The shift from the boardroom to our living rooms requires a different kind of finesse. When we’re dealing with tricky or emotional situations at home, we need to be consciously switched into mom mode to be able to connect with our children, rather than thinking like a boss and getting things under control or putting the fires out. I had a situation with my daughter last summer, when she didn’t want to go to daycare and had melt down panic attacks every morning for over a week until I got to the root cause…, here’s how I handled it – and I obvs failed at first.
Long story short – I wanted to deflect her fear, make her feel strong and make her trust the process. But I failed to acknowledge her fear – I suppose this was because her fear made me insecure. It scared me that I didn’t understand it and that I couldn’t fix it.
When the daily meltdowns continued and nothing seemed to work, or make them at least a bit better, I was at my wit’s end. I couldn’t bear to see her suffer like that anymore but at the same time I didn’t know what else to try. I knew I was going wrong somewhere. I knew I exhausted all of MY knowledge here and I knew I had to get another perspective.
So I did the millennial thing and listened to a parenting podcast.
I found a podcast from Dr. Becky Kennedy at The Good Inside on the topic of Separation Anxiety – perfect! She explains that children look for 2 things in those panic moments: Connection and Leadership.
Connection in the sense of, I felt that too when I was your age, what does your fear feel like, how big does it feel, as big as the teddy bear or as big as the house?
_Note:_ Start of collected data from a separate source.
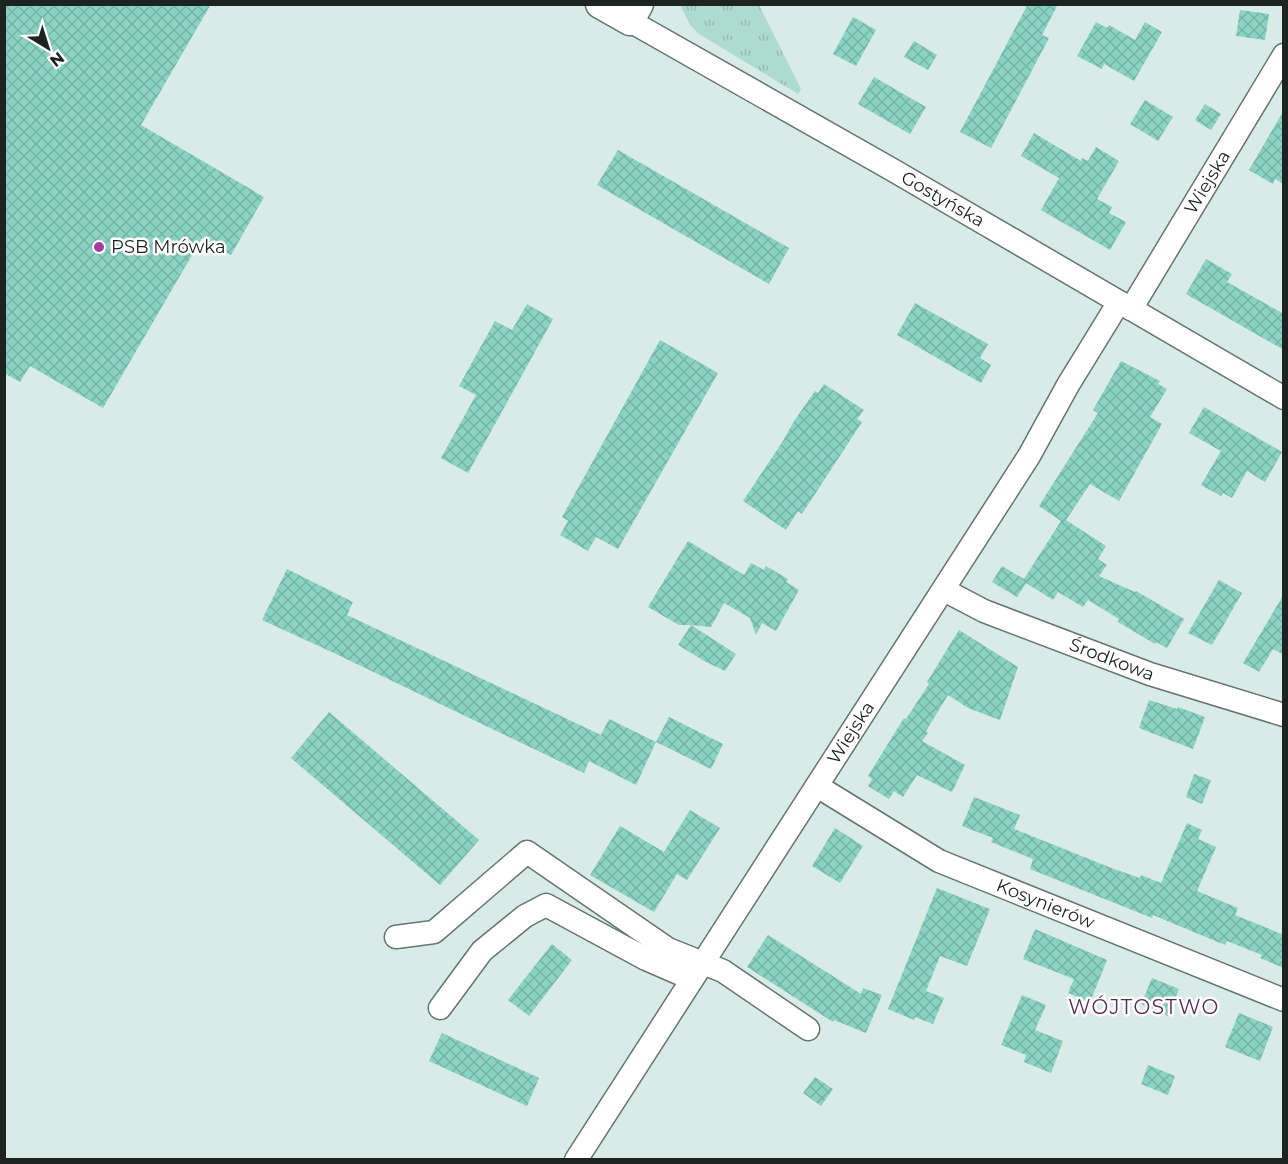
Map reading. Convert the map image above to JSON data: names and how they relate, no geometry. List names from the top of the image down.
{
  "streets": {
    "main road": ["Gostyńska"],
    "street": ["Wiejska", "Środkowa", "Kosynierów"]
  },
  "crossings": [
    ["Wiejska", "Gostyńska"],
    ["Wiejska", "Środkowa"],
    ["Wiejska", "Kosynierów"]
  ],
  "districts": ["WÓJTOSTWO"],
  "places": ["PSB Mrówka"],
  "north": "bottom right"
}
And leadership in the sense of explaining what’s going to happen; I will drop you to kindergarten where you are safe with your teachers,we’ll say a quick goodbye and I’ll go to work and pick you up later. And not allowing for the feelings and fears to circle with endless reassurances but to rather reassure ONCE before drop off, ONCE during and then go. She compared it to a pilot who flies through turbulence. Imagine us parents as the pilot and the kids as the passenger. If you had a pilot who said, “I know there is turbulence, I’m worried too but let’s hope it’ll be ok soon”, compared to one who said, “I know you’re scared but I also know you are safe and I’ll get us to the airport safely”.
Which pilot would you feel more comfortable with? That kind of blew my mind because rationalising, explaining, empathising and so on are all techniques that work with friends or at work. But with a child they seek reassurance. They seek someone who is in control and who helps them understand and handle their feelings.
I’ve then applied the technique to my daughter the next morning. Starting with asking about the size of her fear and then dropping her off with the explanation that she’s safe and I need to go. There were no tears. Sure, there was still some resistance and whiney “but my throat hurts so I need to stay with you” (she wasn’t sick) but it was quick, not traumatic (for either of us) and it was a turning point for her, for me and for our relationship..
PHEW – Let’s face it, those moments can be overwhelming but luckily situations like this are not always day to day kind of problems. Even though the bigger problems crop up less frequently I do believe that those are the ones that often make or crack the bond we have with our kids and give them a feeling of being understood or alone with their fears.
Dear fellow parent, connecting with our children, especially in challenging situations, is an ongoing journey. By being mindful, present, and attuned to their emotions, we’re nurturing bonds that – hopefully – last a lifetime.